In the short few years since its publication, Ninefox Gambit has already developed a bit of a reputation for starting in the middle of things, and it’s well-deserved. Lee drops us in the middle of a war, with Captain Kel Cheris using a complicated system of mathematical magic (disguised as technology) to put down a heretical rebellion. And those heretics? They threaten the magic-tech, which relies not just upon intricate geometries, but also on the psychological states of the people around it. If they do not follow the Empire’s calendar, the magic-tech ceases to function. So calendrical heresy becomes very, very important.
This brings us to the main thrust of the story, where another group of heretics has taken a nearly impregnable fortress. To fight them, Cheris is imbued with the consciousness of Shuos Jedao, a legendary general who has never lost a battle. He also had his body destroyed centuries earlier after massacring his own forces in addition to the enemy. So Cheris gets to fight a war with a genius and a psychopath in her head.
The book stands and falls on Jedao’s character, both his tactical acumen and his relationship with Cheris. And the calendrical magic-tech really lets him shine. Its dependence on the people’s beliefs sets the stage for psychological warfare, and the dearth of detailed explanation allows him to act in ways that the reader couldn’t see coming. But, while the calendrical system enables Jedao to steal the show, it also can serve to distract from the story. The relationship between Jedao and Cheris is excellent, and even with all the war going on, it’s this partnership between the straight-laced soldier and the mad genius that makes the book great. But there’s so much technobabble about the mathematics underlying the magic-tech that it can be a distraction. In order to get the most out of the story, I recommend not trying to understand the details. But figuring out which details are important and which should be ignored is a non-trivial undertaking, and it puts too much responsibility on the reader—the technobabble is an unnecessary impediment to enjoyment of the novel.
And it’s still a really good novel.

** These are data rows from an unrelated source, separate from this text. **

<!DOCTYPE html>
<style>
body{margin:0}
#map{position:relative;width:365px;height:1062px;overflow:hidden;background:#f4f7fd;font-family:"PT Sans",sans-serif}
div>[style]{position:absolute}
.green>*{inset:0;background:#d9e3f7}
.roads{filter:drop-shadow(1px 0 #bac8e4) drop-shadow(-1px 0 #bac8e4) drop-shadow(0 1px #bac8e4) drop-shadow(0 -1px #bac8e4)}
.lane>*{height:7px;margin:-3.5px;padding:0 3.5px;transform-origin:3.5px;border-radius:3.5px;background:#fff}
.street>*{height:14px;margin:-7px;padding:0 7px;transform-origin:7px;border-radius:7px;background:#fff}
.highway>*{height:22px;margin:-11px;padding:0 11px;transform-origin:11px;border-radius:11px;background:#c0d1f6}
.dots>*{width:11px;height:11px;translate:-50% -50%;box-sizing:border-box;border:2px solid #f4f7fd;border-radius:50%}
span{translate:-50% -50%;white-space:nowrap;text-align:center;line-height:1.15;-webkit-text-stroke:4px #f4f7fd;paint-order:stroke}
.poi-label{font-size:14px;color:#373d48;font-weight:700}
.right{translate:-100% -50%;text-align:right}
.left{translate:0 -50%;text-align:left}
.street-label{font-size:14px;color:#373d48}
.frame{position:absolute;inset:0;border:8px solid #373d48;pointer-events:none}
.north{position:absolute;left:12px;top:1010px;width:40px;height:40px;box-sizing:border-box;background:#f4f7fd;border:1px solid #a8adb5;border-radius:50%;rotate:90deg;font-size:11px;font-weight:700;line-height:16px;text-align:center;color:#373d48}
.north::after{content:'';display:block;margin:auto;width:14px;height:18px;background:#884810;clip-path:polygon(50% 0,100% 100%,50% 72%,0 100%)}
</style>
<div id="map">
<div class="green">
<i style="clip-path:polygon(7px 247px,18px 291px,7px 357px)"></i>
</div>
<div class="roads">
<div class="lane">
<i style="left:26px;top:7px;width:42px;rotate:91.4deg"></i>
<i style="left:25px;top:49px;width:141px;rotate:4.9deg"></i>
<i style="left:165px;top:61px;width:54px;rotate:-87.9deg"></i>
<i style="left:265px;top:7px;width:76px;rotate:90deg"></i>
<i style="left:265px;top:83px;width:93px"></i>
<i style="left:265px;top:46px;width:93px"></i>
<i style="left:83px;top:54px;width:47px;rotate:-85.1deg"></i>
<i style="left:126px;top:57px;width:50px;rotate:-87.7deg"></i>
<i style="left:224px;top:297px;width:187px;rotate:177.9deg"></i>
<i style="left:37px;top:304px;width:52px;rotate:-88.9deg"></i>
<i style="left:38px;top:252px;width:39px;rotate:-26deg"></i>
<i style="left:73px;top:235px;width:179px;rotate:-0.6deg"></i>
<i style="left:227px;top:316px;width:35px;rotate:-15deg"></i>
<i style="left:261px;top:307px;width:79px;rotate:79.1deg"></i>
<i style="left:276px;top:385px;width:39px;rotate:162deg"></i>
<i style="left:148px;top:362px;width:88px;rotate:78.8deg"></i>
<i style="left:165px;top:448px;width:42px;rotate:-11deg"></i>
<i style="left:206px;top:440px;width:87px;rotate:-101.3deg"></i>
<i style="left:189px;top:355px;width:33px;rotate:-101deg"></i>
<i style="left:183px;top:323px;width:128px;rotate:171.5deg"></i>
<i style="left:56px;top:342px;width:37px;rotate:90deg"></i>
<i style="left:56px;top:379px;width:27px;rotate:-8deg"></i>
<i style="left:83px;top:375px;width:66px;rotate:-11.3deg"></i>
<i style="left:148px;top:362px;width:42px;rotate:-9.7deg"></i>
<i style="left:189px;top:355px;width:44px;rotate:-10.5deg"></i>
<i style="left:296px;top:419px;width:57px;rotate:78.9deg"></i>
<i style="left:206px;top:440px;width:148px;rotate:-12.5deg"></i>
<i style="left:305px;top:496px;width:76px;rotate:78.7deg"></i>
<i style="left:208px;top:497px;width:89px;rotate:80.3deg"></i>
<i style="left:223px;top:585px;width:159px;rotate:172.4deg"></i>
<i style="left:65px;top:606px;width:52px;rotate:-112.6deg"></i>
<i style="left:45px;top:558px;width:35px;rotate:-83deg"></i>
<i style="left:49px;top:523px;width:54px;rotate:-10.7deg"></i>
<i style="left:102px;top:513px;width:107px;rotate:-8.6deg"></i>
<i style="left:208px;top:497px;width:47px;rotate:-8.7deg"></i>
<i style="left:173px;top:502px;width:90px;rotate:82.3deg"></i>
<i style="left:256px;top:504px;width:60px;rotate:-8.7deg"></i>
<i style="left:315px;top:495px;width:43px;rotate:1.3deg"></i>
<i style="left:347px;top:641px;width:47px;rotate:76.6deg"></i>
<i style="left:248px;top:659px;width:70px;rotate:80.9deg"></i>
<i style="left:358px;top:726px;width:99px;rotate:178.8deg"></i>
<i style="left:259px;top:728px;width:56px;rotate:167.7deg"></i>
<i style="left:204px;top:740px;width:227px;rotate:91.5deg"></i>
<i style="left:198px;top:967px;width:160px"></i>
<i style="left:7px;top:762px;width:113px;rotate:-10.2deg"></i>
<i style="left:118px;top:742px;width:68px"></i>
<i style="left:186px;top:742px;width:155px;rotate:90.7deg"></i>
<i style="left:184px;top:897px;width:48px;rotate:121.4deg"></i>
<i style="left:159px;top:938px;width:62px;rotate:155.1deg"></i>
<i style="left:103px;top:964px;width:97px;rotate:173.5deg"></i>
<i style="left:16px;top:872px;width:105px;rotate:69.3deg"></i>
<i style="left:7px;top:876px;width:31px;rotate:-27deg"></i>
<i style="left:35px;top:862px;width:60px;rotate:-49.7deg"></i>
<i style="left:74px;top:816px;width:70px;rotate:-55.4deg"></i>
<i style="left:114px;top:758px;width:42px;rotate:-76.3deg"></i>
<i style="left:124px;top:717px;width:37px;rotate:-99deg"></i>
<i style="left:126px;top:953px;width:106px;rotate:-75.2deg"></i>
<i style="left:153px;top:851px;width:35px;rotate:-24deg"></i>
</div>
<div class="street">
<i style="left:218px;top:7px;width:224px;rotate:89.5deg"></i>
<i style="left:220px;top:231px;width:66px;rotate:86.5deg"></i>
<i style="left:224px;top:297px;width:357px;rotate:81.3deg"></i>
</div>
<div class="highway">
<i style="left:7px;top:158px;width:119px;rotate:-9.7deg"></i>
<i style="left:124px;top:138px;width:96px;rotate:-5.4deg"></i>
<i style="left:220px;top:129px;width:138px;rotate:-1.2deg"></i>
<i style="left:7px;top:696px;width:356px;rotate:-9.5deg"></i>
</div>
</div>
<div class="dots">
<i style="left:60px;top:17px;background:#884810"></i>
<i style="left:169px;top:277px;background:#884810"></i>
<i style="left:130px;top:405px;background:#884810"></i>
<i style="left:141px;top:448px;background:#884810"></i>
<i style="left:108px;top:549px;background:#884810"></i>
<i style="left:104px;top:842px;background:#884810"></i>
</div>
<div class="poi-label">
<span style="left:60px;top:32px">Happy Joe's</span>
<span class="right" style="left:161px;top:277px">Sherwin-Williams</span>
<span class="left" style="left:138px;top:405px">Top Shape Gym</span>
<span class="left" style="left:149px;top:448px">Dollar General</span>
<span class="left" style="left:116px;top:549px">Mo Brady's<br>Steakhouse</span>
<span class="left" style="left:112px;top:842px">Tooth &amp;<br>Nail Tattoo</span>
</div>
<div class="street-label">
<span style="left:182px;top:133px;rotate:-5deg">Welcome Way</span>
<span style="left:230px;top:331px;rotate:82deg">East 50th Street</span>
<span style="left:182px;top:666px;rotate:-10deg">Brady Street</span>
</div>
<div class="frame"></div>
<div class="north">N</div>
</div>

The character interactions are great, the emotional moments hit hard, and there are even some moments of humor in the brief glimpses into the perspective of the heretics and their calendrical mockery. And while the main plot does conclude, there is an excellent setup for what I assume will be the overarching plot of the trilogy as a whole. But even as a really good novel, a little less obfuscation could’ve taken it to another level.
Recommended if you like: odd partnerships, psychological depth, mad geniuses, imperial scheming, space fantasy.
Overall rating: 15 of Tar Vol’s 20. Four stars on Goodreads.